PROBLEM: Don't include pictures. Quote the lines below from the first through the line that contains "0 #565f6c) drop-shadow(-2px".

TASK INPUT: Begin

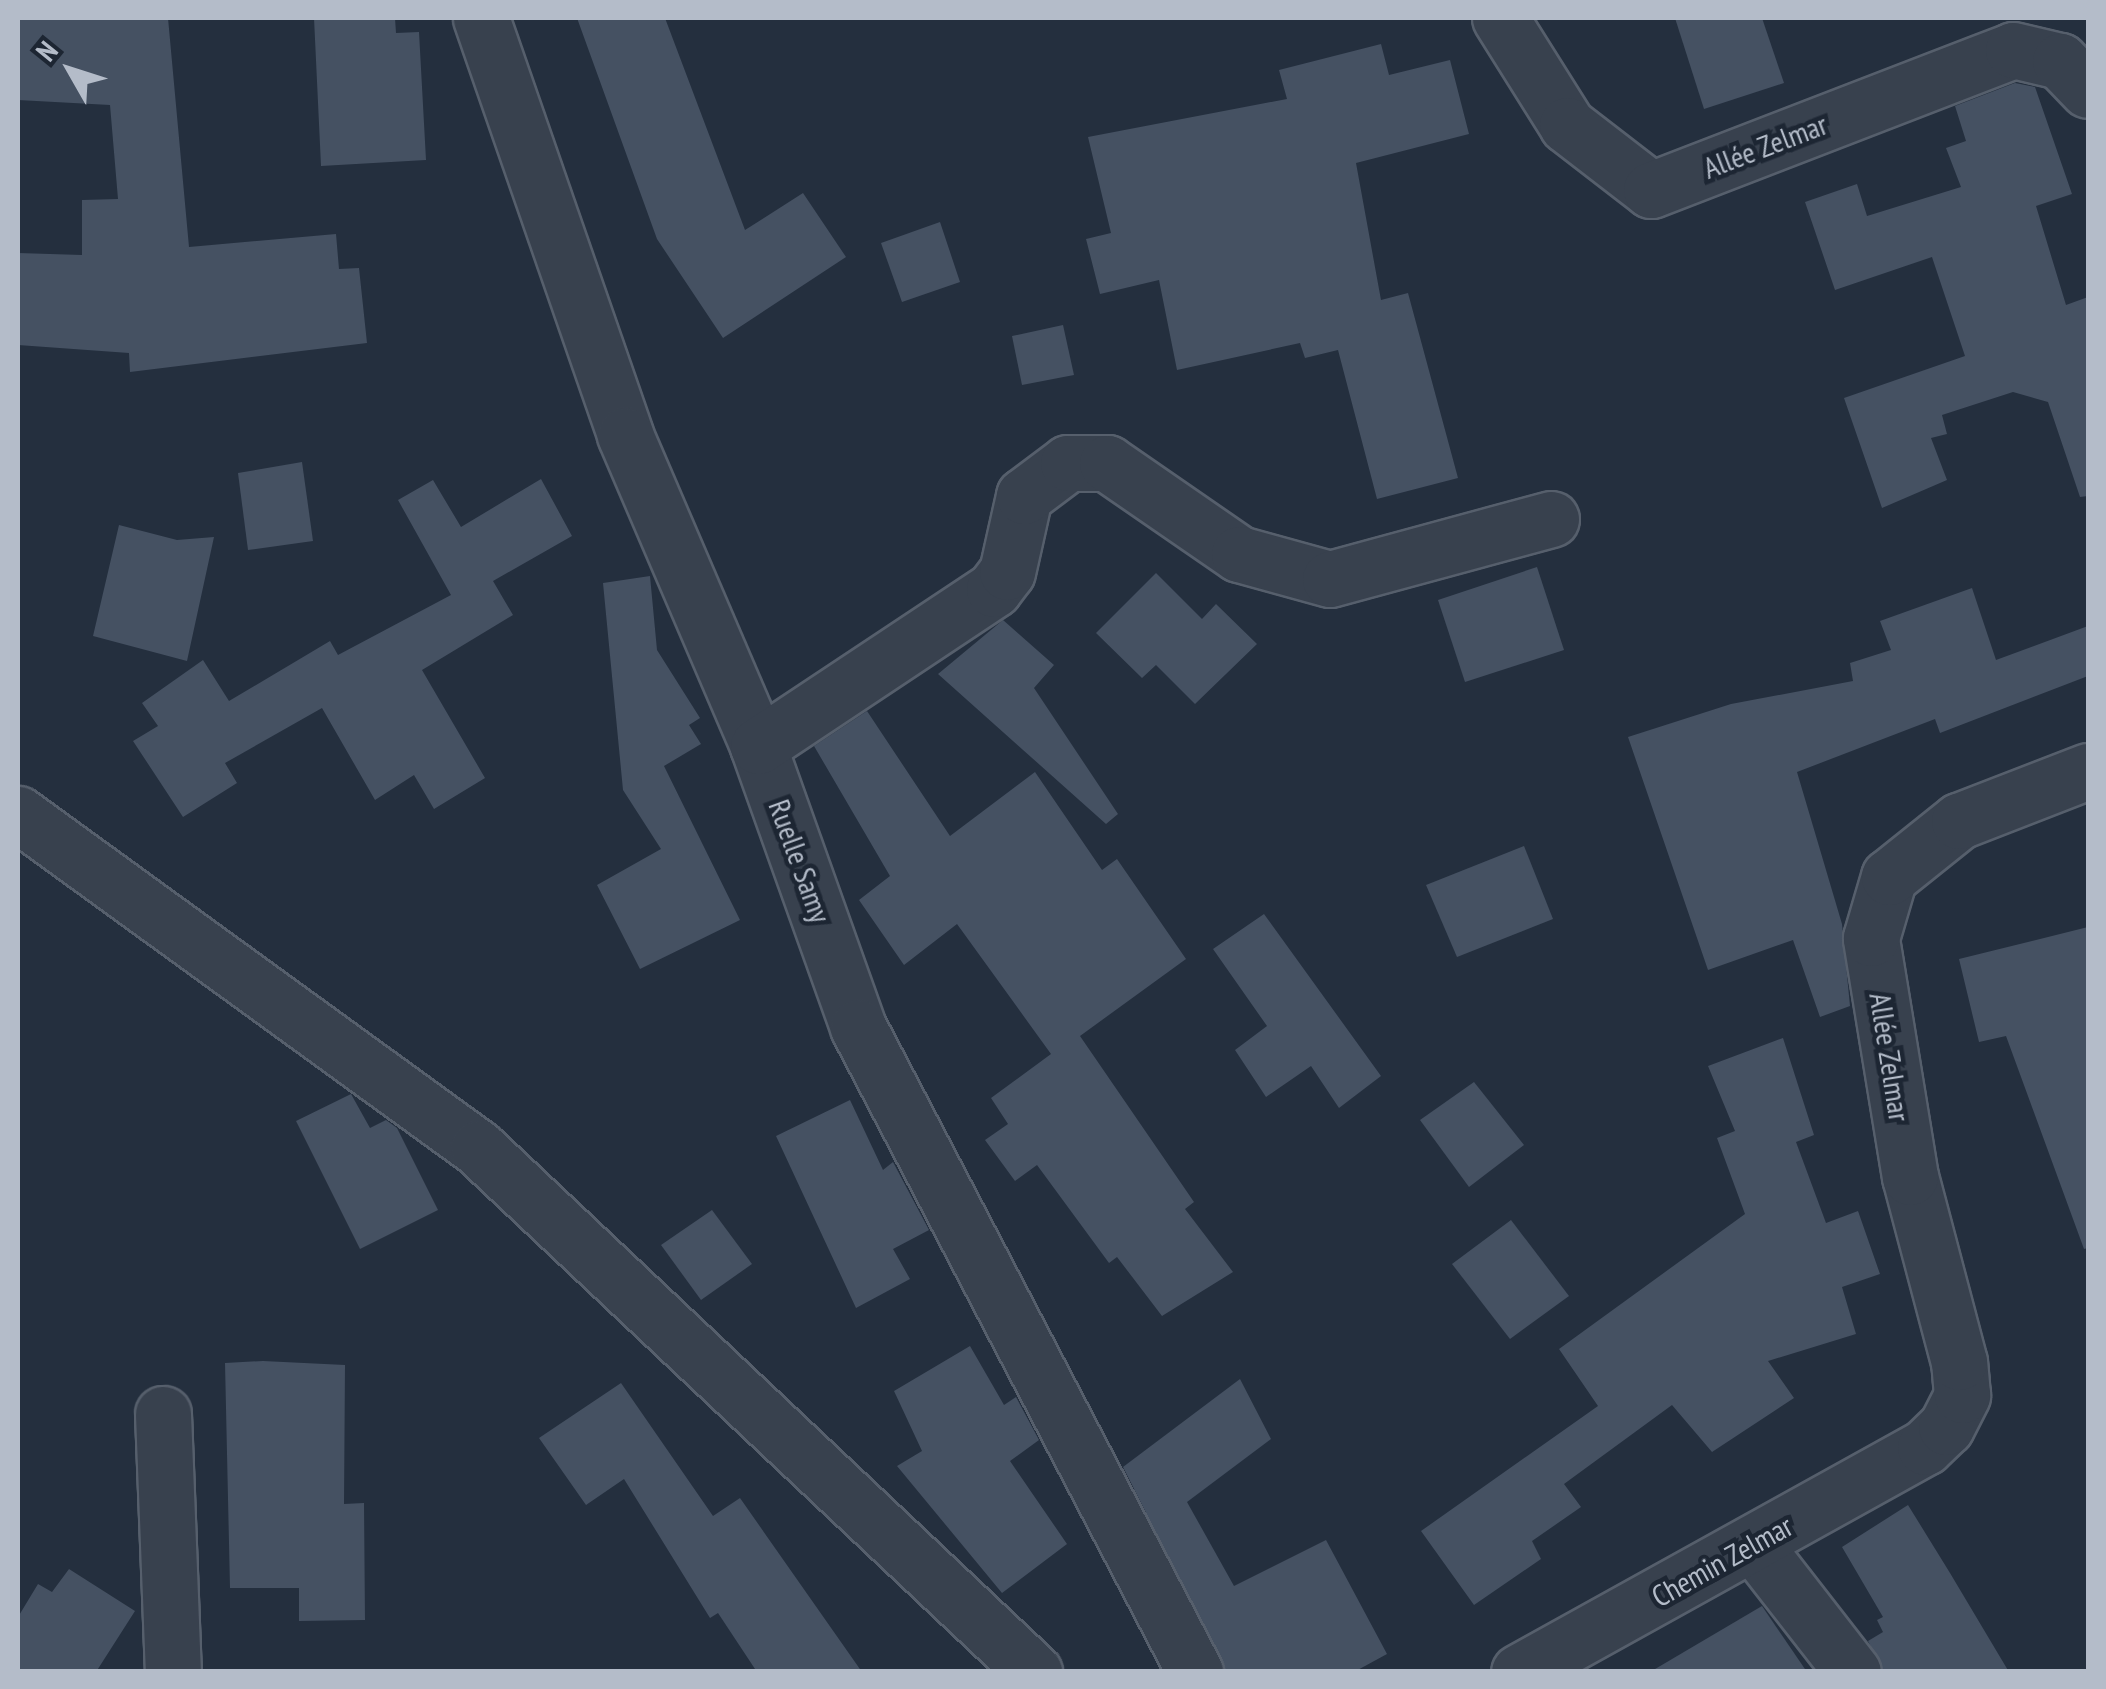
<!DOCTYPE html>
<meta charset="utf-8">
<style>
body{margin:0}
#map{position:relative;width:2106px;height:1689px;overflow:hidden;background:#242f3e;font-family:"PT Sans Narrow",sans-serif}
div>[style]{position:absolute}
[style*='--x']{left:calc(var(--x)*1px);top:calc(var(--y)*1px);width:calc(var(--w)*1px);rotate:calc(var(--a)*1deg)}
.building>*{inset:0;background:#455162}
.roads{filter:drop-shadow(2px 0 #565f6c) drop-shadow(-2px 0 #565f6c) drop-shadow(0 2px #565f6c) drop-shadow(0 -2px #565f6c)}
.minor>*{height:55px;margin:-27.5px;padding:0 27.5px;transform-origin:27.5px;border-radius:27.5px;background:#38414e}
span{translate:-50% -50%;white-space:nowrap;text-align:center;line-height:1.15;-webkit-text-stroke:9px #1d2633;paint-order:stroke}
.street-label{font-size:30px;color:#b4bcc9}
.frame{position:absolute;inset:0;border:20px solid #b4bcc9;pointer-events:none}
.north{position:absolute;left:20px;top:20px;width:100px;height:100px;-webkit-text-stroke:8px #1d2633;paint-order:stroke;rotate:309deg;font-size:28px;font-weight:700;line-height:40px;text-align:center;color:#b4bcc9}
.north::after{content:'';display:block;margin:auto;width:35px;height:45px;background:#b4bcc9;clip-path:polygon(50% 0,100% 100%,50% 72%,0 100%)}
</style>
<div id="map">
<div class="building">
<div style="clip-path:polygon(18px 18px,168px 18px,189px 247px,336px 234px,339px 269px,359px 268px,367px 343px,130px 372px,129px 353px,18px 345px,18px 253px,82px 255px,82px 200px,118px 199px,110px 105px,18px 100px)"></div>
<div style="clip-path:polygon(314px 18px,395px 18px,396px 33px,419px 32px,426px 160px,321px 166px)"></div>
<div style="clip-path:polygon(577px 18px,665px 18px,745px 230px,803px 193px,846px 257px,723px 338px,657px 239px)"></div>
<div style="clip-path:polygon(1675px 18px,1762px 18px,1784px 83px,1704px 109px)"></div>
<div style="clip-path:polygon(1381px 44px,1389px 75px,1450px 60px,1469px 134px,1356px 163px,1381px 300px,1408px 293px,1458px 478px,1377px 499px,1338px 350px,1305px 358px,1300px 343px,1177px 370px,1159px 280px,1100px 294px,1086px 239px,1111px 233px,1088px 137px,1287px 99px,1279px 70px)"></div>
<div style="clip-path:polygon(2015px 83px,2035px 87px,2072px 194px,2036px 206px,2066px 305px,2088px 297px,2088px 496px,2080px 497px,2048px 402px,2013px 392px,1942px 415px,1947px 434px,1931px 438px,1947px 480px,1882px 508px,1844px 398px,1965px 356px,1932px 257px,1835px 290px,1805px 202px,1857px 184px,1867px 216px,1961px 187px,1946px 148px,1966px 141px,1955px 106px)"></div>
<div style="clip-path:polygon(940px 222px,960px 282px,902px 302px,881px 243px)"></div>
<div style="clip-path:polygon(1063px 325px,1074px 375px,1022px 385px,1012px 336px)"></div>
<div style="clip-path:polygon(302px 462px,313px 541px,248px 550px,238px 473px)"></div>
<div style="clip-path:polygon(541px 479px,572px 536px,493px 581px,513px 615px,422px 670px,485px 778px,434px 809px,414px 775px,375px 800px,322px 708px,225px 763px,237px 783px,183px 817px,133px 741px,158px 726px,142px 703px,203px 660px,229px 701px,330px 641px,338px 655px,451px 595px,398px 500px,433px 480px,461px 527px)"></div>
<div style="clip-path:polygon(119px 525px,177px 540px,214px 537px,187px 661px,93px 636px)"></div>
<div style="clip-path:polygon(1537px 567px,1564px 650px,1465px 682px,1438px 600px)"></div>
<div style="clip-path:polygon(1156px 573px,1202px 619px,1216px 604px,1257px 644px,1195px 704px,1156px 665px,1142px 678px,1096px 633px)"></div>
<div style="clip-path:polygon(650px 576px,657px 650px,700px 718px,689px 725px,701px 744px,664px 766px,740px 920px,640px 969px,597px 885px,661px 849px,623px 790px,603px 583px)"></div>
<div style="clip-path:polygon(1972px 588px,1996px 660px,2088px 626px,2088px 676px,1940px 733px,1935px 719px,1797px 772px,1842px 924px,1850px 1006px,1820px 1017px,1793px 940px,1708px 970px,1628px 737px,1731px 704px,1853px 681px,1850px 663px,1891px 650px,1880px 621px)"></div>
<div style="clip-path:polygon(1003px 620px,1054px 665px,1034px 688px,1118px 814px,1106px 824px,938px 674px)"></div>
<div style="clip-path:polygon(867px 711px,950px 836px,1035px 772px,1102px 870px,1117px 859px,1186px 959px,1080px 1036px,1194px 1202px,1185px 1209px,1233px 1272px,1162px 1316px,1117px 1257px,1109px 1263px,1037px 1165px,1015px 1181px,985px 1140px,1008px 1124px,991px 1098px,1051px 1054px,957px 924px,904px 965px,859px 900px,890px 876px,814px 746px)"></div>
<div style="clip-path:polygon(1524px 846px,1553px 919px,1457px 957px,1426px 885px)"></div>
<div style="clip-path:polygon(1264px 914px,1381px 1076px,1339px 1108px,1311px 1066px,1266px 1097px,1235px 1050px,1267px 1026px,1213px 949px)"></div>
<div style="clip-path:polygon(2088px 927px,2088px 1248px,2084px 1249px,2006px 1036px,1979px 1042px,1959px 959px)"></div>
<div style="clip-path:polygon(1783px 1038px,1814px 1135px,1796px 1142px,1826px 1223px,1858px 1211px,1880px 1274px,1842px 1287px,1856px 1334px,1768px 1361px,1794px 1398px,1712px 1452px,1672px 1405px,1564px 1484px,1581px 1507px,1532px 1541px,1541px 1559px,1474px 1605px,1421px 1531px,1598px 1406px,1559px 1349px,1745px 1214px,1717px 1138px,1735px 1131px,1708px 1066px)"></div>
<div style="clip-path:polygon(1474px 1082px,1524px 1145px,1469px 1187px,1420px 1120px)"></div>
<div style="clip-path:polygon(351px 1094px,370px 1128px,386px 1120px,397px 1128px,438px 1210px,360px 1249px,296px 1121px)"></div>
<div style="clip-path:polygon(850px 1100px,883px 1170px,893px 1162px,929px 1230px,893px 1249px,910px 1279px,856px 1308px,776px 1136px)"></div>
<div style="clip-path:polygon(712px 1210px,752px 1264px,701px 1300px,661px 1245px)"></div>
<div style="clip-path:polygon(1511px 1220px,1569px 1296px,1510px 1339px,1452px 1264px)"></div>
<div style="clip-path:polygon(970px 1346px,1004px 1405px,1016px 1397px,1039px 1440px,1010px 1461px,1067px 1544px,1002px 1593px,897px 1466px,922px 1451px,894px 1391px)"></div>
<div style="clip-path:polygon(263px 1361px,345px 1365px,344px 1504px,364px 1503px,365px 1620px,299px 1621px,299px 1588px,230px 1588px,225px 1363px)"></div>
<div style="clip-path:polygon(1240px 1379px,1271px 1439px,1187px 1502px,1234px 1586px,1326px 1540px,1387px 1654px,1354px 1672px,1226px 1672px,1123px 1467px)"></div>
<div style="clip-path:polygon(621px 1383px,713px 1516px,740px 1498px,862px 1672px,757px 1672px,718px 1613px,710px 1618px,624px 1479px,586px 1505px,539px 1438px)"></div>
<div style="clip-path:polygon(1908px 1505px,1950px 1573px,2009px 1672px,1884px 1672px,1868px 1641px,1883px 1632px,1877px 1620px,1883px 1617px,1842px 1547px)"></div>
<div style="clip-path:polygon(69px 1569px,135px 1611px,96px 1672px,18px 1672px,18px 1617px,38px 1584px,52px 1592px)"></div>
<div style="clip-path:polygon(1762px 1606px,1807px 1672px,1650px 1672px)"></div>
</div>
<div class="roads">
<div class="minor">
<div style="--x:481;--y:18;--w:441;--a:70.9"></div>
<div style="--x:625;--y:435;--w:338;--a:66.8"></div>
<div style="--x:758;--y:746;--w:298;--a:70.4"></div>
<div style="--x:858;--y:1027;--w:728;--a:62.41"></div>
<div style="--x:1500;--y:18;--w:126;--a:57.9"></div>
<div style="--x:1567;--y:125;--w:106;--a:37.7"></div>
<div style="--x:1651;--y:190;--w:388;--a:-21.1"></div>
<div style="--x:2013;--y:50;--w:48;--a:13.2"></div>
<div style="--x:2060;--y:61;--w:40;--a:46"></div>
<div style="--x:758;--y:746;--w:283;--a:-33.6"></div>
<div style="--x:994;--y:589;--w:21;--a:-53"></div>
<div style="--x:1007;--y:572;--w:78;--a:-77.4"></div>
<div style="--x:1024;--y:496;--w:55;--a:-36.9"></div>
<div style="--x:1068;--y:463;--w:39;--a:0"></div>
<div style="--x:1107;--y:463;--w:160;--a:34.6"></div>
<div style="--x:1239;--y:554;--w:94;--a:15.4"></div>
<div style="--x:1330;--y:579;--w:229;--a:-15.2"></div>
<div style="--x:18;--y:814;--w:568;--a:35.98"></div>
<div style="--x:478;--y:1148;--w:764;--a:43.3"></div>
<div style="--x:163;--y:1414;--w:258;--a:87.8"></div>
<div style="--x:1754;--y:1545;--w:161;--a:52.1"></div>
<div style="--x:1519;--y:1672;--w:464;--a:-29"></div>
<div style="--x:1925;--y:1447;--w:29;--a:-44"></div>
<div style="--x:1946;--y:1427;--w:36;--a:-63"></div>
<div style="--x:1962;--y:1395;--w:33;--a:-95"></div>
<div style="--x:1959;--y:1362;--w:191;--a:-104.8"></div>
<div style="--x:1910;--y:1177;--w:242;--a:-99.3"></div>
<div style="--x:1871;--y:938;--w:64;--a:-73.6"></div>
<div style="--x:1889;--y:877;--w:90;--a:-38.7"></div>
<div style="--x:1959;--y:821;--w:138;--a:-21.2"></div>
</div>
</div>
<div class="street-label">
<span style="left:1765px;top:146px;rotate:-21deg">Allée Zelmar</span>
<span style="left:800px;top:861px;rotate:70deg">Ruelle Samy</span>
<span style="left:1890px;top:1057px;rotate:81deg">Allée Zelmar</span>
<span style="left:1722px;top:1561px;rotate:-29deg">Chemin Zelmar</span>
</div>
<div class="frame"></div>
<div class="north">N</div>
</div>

TASK INPUT: End

EXERCISE SOLUTION:
<!DOCTYPE html>
<meta charset="utf-8">
<style>
body{margin:0}
#map{position:relative;width:2106px;height:1689px;overflow:hidden;background:#242f3e;font-family:"PT Sans Narrow",sans-serif}
div>[style]{position:absolute}
[style*='--x']{left:calc(var(--x)*1px);top:calc(var(--y)*1px);width:calc(var(--w)*1px);rotate:calc(var(--a)*1deg)}
.building>*{inset:0;background:#455162}
.roads{filter:drop-shadow(2px 0 #565f6c) drop-shadow(-2px 0 #565f6c) drop-shadow(0 2px #565f6c) drop-shadow(0 -2px #565f6c)}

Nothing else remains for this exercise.